◆ Material provided ◆
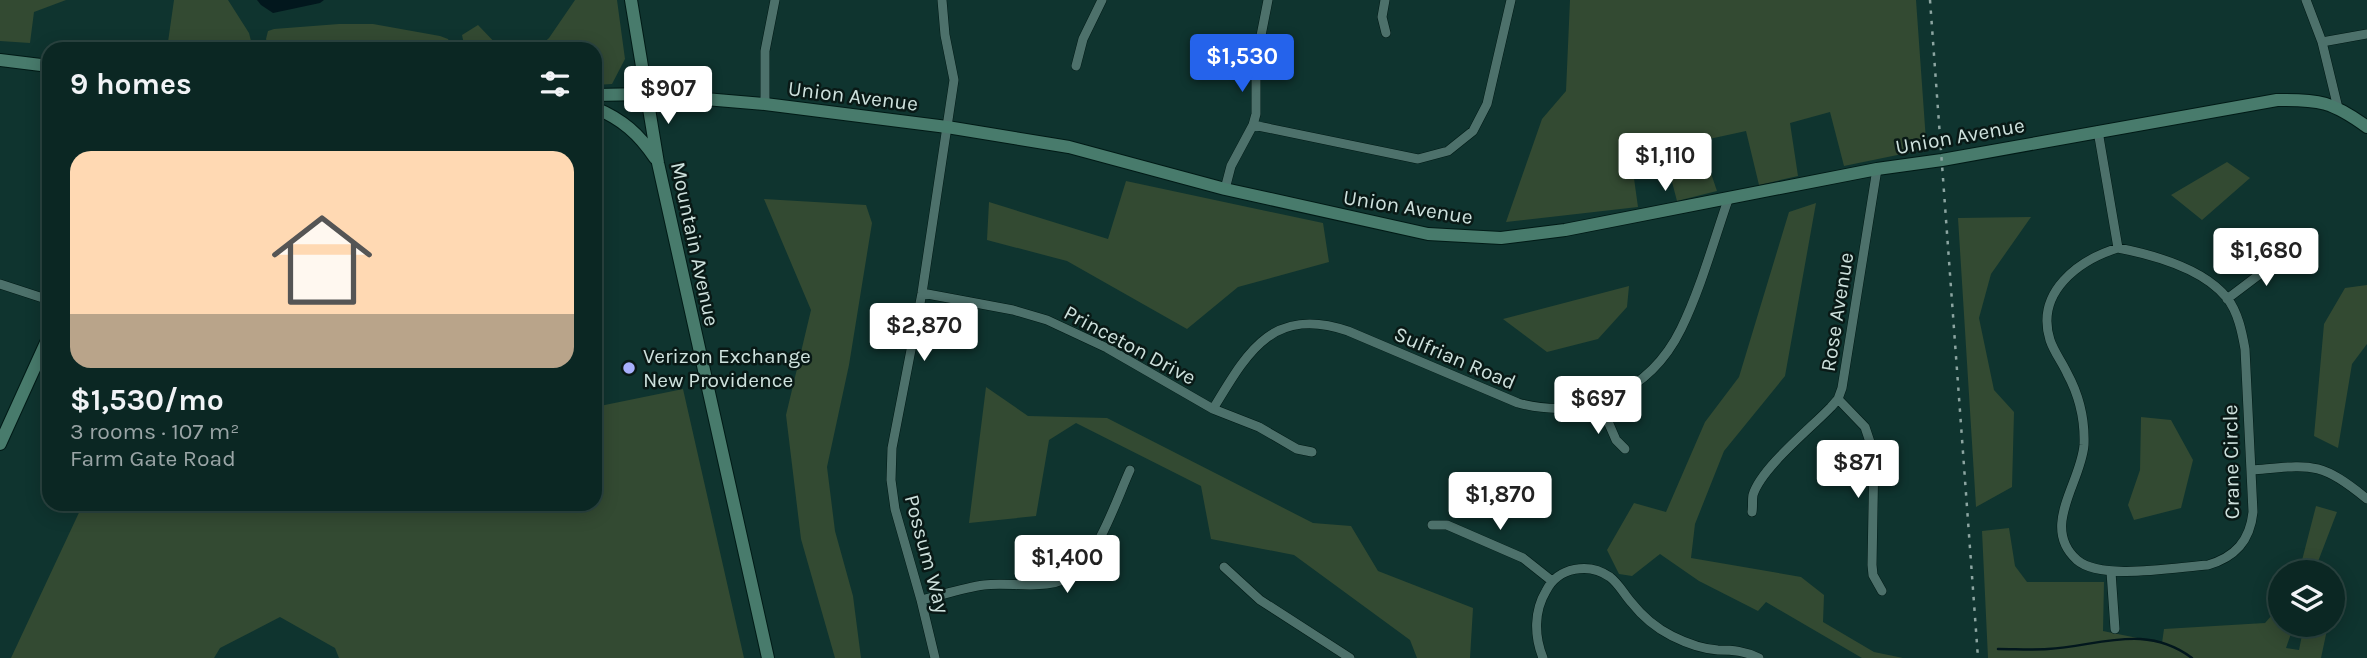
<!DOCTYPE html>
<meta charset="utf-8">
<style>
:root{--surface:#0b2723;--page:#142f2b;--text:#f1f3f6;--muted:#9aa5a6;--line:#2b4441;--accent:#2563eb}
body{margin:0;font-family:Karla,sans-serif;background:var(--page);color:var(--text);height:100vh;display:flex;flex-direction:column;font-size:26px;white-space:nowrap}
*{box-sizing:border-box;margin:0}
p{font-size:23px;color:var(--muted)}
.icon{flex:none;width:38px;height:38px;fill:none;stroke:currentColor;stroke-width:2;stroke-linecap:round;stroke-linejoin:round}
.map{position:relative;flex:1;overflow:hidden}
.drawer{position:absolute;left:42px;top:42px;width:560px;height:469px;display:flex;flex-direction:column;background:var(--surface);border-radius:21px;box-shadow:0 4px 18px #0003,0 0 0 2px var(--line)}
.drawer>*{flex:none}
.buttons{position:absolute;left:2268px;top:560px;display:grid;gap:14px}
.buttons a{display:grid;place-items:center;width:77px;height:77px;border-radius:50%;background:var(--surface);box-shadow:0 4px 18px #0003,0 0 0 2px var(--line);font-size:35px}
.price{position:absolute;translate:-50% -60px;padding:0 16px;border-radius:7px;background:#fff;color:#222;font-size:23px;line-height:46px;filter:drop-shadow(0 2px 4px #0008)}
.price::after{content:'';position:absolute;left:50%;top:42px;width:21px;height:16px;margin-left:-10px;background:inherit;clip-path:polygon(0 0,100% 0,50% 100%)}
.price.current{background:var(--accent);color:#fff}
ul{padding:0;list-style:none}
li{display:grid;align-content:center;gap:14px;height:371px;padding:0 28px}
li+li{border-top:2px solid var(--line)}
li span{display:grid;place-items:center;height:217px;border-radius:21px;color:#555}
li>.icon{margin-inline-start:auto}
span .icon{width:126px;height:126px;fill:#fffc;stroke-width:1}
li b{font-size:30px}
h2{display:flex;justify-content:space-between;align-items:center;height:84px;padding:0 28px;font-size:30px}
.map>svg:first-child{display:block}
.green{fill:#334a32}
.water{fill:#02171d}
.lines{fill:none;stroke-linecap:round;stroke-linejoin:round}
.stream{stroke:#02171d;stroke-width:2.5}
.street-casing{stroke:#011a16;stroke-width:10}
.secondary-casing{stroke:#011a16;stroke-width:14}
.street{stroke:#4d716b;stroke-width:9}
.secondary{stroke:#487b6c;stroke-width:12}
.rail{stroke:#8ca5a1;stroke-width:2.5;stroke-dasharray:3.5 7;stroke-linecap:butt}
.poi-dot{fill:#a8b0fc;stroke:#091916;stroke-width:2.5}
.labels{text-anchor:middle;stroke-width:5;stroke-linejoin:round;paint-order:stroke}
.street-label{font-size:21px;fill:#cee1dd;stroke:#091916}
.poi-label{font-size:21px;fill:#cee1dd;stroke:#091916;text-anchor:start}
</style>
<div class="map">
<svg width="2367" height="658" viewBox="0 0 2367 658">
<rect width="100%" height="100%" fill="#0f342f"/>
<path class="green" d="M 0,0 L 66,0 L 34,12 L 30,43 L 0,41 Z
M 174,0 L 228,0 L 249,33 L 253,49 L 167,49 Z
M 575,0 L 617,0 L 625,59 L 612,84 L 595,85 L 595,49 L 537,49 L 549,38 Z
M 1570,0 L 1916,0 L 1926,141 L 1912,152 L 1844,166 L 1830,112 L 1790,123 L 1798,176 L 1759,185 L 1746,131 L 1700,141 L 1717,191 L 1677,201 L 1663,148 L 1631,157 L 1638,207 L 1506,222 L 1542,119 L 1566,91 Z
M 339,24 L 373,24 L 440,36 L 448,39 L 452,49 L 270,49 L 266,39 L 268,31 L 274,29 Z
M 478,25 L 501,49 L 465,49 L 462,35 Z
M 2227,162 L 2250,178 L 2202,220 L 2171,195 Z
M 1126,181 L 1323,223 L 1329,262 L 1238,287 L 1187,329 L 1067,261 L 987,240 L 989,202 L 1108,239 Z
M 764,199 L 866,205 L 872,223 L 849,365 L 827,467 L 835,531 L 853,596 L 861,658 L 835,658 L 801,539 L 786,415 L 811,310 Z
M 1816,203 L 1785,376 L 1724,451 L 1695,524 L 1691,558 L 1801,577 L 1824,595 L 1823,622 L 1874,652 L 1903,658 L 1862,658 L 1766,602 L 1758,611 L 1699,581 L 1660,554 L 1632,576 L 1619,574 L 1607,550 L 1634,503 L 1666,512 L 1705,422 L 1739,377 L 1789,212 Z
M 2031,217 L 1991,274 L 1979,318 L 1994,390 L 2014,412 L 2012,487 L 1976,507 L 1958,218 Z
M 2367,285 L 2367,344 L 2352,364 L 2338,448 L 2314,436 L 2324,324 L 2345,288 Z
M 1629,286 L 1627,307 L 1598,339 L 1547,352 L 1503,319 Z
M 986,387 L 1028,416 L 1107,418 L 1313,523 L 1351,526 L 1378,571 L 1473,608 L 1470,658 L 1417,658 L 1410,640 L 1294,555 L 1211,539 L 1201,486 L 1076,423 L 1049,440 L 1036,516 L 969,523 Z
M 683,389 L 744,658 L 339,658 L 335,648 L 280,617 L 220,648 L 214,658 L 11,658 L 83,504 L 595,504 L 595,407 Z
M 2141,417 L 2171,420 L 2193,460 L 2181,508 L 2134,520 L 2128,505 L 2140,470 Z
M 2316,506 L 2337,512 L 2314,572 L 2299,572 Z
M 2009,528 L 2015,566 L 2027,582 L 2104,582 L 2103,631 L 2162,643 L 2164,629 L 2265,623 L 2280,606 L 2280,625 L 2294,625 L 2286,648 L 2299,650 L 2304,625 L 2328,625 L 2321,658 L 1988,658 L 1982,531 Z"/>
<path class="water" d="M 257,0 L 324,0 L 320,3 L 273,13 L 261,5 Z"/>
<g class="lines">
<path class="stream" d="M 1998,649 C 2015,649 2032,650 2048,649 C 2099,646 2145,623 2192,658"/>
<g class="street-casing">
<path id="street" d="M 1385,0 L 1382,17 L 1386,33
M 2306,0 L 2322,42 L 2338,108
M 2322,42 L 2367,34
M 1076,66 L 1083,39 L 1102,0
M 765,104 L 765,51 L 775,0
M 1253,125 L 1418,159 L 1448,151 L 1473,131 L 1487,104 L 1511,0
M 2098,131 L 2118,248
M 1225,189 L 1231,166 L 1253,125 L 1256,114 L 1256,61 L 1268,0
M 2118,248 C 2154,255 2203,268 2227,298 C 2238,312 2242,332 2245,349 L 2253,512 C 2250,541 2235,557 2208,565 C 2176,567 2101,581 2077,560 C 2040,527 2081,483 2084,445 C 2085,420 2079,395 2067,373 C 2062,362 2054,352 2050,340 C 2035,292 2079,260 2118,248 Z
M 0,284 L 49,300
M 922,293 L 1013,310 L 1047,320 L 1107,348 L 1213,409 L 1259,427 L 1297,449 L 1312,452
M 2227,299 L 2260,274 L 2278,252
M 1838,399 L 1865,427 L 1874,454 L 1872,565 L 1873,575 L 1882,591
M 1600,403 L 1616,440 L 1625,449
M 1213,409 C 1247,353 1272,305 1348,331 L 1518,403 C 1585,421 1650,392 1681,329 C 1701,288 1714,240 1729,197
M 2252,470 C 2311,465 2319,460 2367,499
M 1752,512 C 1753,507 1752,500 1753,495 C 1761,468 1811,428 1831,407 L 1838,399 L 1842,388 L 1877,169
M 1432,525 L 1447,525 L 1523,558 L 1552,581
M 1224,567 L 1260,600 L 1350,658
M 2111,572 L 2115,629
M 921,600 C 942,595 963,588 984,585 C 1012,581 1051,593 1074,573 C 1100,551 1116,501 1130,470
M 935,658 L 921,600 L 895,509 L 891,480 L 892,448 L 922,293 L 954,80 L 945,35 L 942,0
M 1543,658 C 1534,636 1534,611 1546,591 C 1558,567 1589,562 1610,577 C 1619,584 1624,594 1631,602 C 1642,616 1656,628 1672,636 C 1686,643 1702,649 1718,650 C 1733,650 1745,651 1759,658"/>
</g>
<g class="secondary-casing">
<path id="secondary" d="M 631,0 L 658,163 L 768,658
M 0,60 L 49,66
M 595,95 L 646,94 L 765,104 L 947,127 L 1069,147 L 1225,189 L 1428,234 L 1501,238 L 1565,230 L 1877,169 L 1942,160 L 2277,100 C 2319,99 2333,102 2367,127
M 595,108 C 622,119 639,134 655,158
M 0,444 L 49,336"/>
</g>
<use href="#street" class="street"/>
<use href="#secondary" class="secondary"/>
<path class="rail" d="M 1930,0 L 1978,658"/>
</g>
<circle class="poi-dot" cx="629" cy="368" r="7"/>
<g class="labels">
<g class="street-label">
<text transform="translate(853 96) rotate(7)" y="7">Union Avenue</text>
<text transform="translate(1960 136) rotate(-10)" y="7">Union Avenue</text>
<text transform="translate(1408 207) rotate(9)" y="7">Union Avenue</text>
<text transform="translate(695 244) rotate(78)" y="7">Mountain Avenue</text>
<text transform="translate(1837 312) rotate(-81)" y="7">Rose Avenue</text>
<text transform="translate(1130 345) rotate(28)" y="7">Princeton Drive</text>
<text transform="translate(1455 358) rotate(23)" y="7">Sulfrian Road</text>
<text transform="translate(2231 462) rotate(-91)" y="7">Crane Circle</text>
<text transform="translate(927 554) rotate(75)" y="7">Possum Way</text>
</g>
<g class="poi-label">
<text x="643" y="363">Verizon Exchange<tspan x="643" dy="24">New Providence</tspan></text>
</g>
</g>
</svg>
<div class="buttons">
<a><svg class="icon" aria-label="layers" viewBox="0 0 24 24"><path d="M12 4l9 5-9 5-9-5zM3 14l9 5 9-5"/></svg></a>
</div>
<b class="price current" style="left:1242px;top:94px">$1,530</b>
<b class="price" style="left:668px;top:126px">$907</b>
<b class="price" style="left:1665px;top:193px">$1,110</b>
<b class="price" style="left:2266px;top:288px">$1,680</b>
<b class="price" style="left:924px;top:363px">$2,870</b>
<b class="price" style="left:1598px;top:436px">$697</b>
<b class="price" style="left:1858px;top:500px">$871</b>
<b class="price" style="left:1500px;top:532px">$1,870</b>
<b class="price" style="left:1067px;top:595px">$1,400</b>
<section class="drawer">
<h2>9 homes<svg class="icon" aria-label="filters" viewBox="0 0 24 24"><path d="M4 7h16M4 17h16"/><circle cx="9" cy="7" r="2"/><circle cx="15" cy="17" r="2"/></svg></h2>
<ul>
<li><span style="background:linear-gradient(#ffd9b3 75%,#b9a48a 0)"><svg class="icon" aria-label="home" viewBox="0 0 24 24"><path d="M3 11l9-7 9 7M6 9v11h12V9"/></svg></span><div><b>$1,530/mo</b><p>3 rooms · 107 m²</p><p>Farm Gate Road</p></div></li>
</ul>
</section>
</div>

◆ Assignment ◆
Above are some records. Copy each of their lines that holds the string "absolute".

◆ Answer box ◆
.drawer{position:absolute;left:42px;top:42px;width:560px;height:469px;display:flex;flex-direction:column;background:var(--surface);border-radius:21px;box-shadow:0 4px 18px #0003,0 0 0 2px var(--line)}
.buttons{position:absolute;left:2268px;top:560px;display:grid;gap:14px}
.price{position:absolute;translate:-50% -60px;padding:0 16px;border-radius:7px;background:#fff;color:#222;font-size:23px;line-height:46px;filter:drop-shadow(0 2px 4px #0008)}
.price::after{content:'';position:absolute;left:50%;top:42px;width:21px;height:16px;margin-left:-10px;background:inherit;clip-path:polygon(0 0,100% 0,50% 100%)}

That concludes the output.